#### ASSIGNMENT:
Only the lines from the start of the data through the line containing "display:flex; align-items:center; gap:20px;" should be written out, exactly as they are, with both ends included and the pictures left out.

:::::

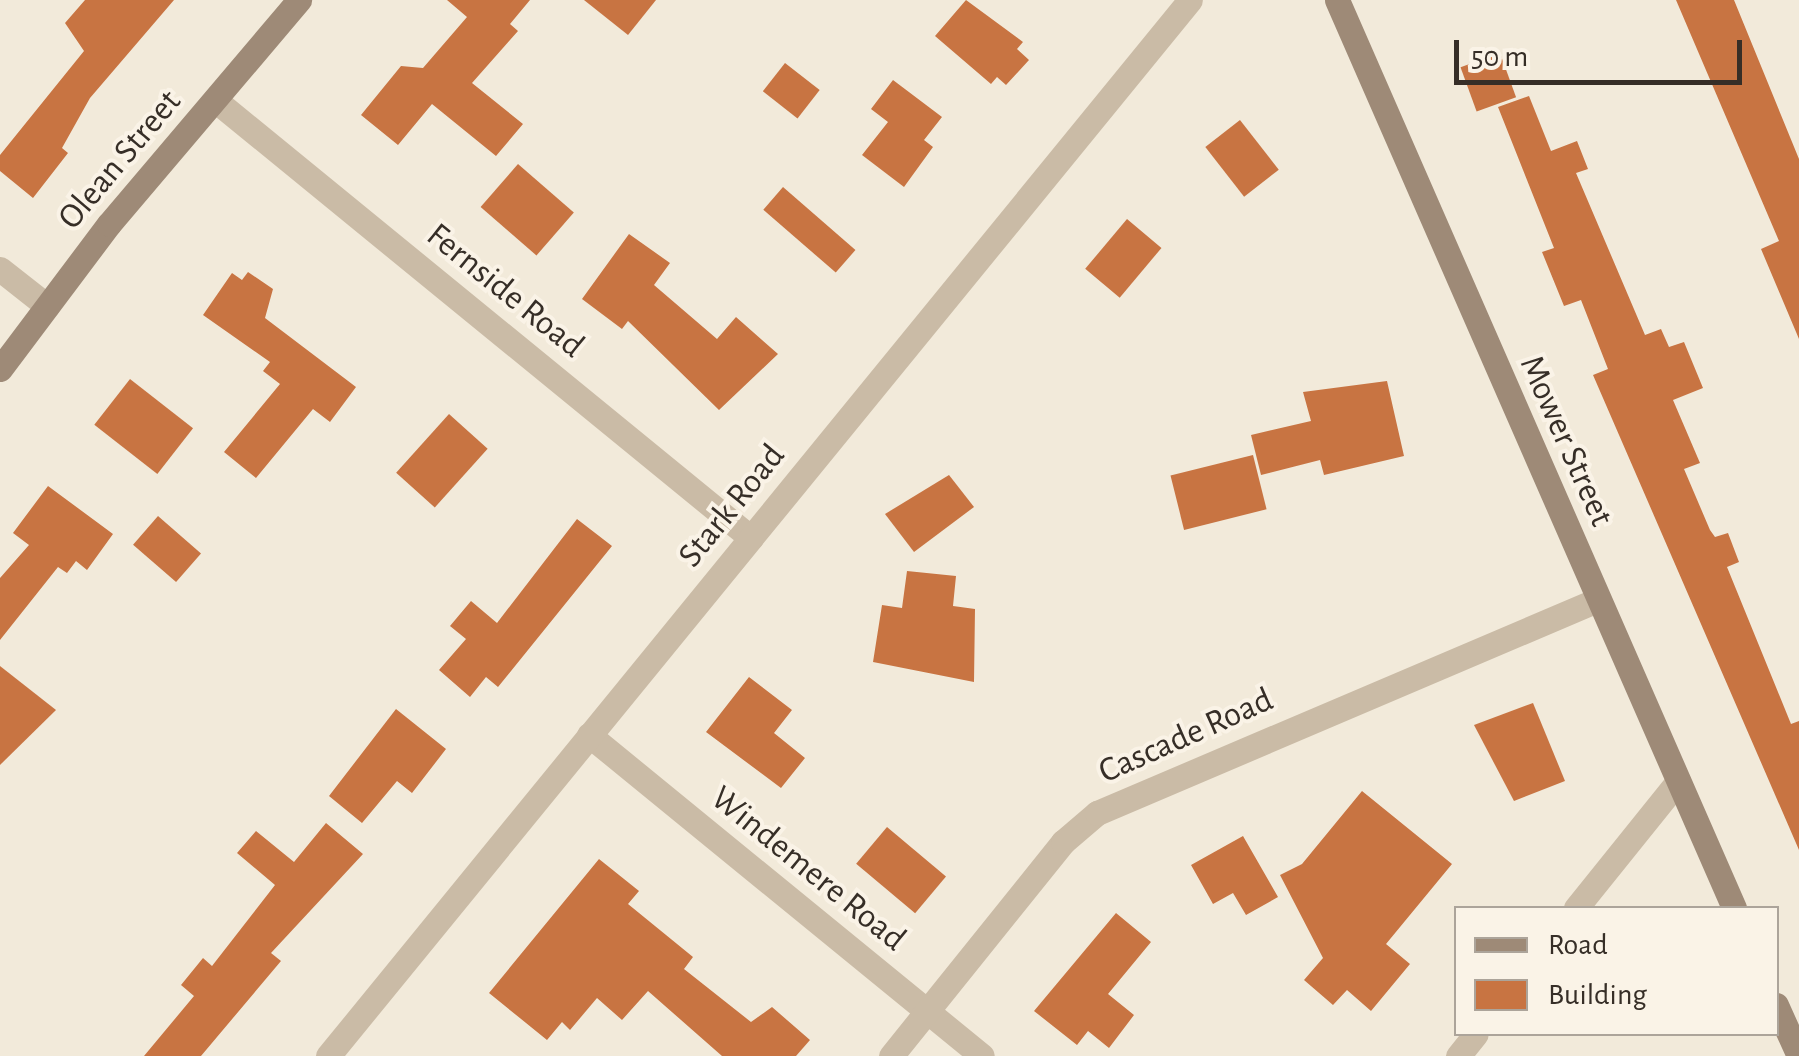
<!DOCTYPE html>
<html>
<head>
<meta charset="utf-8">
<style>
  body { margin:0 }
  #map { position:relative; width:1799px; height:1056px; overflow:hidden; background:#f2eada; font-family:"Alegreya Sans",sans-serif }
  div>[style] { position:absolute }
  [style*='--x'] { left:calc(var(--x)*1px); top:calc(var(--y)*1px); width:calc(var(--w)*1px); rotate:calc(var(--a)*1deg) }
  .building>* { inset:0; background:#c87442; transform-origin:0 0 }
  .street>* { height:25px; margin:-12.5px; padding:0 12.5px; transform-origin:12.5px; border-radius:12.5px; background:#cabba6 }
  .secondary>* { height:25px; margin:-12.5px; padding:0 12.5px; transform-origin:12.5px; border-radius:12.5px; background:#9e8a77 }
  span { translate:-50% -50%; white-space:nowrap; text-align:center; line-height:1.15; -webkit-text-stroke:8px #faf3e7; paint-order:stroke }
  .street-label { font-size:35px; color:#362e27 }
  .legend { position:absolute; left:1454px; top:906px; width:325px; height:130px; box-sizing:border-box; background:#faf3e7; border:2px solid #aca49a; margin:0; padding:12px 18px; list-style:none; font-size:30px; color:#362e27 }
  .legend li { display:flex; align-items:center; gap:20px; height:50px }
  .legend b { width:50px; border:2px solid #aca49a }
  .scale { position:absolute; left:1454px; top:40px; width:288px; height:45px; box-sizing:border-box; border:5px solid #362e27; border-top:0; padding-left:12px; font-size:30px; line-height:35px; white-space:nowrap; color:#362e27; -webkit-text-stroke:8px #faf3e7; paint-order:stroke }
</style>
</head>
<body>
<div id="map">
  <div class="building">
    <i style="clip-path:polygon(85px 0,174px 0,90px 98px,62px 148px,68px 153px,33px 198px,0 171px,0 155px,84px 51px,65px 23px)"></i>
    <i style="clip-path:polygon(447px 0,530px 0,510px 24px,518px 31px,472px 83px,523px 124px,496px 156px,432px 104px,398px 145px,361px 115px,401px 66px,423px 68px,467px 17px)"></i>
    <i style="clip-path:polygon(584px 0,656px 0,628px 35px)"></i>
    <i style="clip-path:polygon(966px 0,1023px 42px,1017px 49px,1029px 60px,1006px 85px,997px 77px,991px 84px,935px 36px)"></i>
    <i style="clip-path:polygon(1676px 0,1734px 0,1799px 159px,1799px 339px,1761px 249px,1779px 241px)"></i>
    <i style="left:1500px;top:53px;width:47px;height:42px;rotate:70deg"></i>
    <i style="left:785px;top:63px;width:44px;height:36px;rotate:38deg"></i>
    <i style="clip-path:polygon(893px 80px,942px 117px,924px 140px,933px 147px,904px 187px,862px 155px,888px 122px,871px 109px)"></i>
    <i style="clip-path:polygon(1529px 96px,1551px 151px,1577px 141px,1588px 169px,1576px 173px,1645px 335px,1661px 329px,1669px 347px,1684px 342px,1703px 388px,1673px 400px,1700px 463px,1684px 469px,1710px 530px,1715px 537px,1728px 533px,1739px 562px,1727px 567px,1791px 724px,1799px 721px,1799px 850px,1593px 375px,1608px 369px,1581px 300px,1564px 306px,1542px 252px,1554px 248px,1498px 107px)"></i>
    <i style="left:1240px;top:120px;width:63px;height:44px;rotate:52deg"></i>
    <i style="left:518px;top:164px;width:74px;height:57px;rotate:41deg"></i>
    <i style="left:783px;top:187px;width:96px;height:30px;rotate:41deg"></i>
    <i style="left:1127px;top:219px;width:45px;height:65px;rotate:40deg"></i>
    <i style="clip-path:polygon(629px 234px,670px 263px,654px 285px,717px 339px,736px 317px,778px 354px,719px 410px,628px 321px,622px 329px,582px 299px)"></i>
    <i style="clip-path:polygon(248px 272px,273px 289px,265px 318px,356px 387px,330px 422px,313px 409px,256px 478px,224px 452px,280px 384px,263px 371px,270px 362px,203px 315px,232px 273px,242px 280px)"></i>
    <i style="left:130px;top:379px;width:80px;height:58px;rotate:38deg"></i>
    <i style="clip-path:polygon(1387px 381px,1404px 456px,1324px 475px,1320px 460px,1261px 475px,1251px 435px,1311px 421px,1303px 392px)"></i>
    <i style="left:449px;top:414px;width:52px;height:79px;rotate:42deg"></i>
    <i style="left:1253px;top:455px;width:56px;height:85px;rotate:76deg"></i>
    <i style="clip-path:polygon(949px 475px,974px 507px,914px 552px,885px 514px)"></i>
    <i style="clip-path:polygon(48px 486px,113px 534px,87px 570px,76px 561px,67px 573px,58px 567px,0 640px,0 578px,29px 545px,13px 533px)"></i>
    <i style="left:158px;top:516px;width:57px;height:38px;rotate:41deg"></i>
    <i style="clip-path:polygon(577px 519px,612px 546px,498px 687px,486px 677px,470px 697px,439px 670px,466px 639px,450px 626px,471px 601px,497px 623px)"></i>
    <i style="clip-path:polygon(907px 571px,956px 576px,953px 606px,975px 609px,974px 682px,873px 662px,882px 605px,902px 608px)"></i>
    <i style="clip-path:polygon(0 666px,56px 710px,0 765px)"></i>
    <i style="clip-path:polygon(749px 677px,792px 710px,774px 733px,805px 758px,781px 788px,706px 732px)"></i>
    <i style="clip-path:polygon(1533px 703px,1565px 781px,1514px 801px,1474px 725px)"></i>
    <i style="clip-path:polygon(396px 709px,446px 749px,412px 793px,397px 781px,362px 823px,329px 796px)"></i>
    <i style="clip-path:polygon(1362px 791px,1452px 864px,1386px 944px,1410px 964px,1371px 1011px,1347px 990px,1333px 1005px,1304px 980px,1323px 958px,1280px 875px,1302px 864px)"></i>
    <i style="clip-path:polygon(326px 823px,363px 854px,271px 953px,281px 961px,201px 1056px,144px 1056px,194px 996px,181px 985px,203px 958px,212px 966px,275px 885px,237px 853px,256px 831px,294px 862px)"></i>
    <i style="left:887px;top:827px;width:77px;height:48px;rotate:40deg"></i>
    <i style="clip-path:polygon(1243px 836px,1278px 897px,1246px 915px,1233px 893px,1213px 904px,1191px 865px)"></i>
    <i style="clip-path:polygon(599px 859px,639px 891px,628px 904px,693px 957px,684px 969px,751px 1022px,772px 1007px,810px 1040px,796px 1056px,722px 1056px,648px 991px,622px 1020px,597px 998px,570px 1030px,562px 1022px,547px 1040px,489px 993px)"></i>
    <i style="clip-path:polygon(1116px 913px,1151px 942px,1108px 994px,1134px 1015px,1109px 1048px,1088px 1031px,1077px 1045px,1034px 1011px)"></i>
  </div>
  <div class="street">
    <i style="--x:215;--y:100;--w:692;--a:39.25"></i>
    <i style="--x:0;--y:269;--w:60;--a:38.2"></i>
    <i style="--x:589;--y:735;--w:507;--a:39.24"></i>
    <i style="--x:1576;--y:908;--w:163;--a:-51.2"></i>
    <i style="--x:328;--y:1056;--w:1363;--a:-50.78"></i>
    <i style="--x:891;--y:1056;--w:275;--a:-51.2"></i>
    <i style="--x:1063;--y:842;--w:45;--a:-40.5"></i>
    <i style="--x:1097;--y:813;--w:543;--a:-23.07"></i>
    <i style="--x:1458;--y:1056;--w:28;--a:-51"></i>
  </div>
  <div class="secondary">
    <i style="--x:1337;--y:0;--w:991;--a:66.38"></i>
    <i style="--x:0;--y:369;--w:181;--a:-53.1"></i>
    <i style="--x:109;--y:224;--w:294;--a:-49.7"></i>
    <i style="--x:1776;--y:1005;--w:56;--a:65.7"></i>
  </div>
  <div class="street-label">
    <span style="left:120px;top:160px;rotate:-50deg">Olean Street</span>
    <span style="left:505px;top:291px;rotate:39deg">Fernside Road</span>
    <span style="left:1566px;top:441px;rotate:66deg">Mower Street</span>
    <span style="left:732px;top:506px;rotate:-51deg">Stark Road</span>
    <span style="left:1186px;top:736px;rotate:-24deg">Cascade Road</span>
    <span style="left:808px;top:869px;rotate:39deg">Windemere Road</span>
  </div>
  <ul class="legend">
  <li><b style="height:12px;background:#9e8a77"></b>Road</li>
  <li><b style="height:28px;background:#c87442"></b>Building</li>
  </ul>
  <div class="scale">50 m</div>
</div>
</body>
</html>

:::::

#### EXERCISE SOLUTION:
<!DOCTYPE html>
<html>
<head>
<meta charset="utf-8">
<style>
  body { margin:0 }
  #map { position:relative; width:1799px; height:1056px; overflow:hidden; background:#f2eada; font-family:"Alegreya Sans",sans-serif }
  div>[style] { position:absolute }
  [style*='--x'] { left:calc(var(--x)*1px); top:calc(var(--y)*1px); width:calc(var(--w)*1px); rotate:calc(var(--a)*1deg) }
  .building>* { inset:0; background:#c87442; transform-origin:0 0 }
  .street>* { height:25px; margin:-12.5px; padding:0 12.5px; transform-origin:12.5px; border-radius:12.5px; background:#cabba6 }
  .secondary>* { height:25px; margin:-12.5px; padding:0 12.5px; transform-origin:12.5px; border-radius:12.5px; background:#9e8a77 }
  span { translate:-50% -50%; white-space:nowrap; text-align:center; line-height:1.15; -webkit-text-stroke:8px #faf3e7; paint-order:stroke }
  .street-label { font-size:35px; color:#362e27 }
  .legend { position:absolute; left:1454px; top:906px; width:325px; height:130px; box-sizing:border-box; background:#faf3e7; border:2px solid #aca49a; margin:0; padding:12px 18px; list-style:none; font-size:30px; color:#362e27 }
  .legend li { display:flex; align-items:center; gap:20px; height:50px }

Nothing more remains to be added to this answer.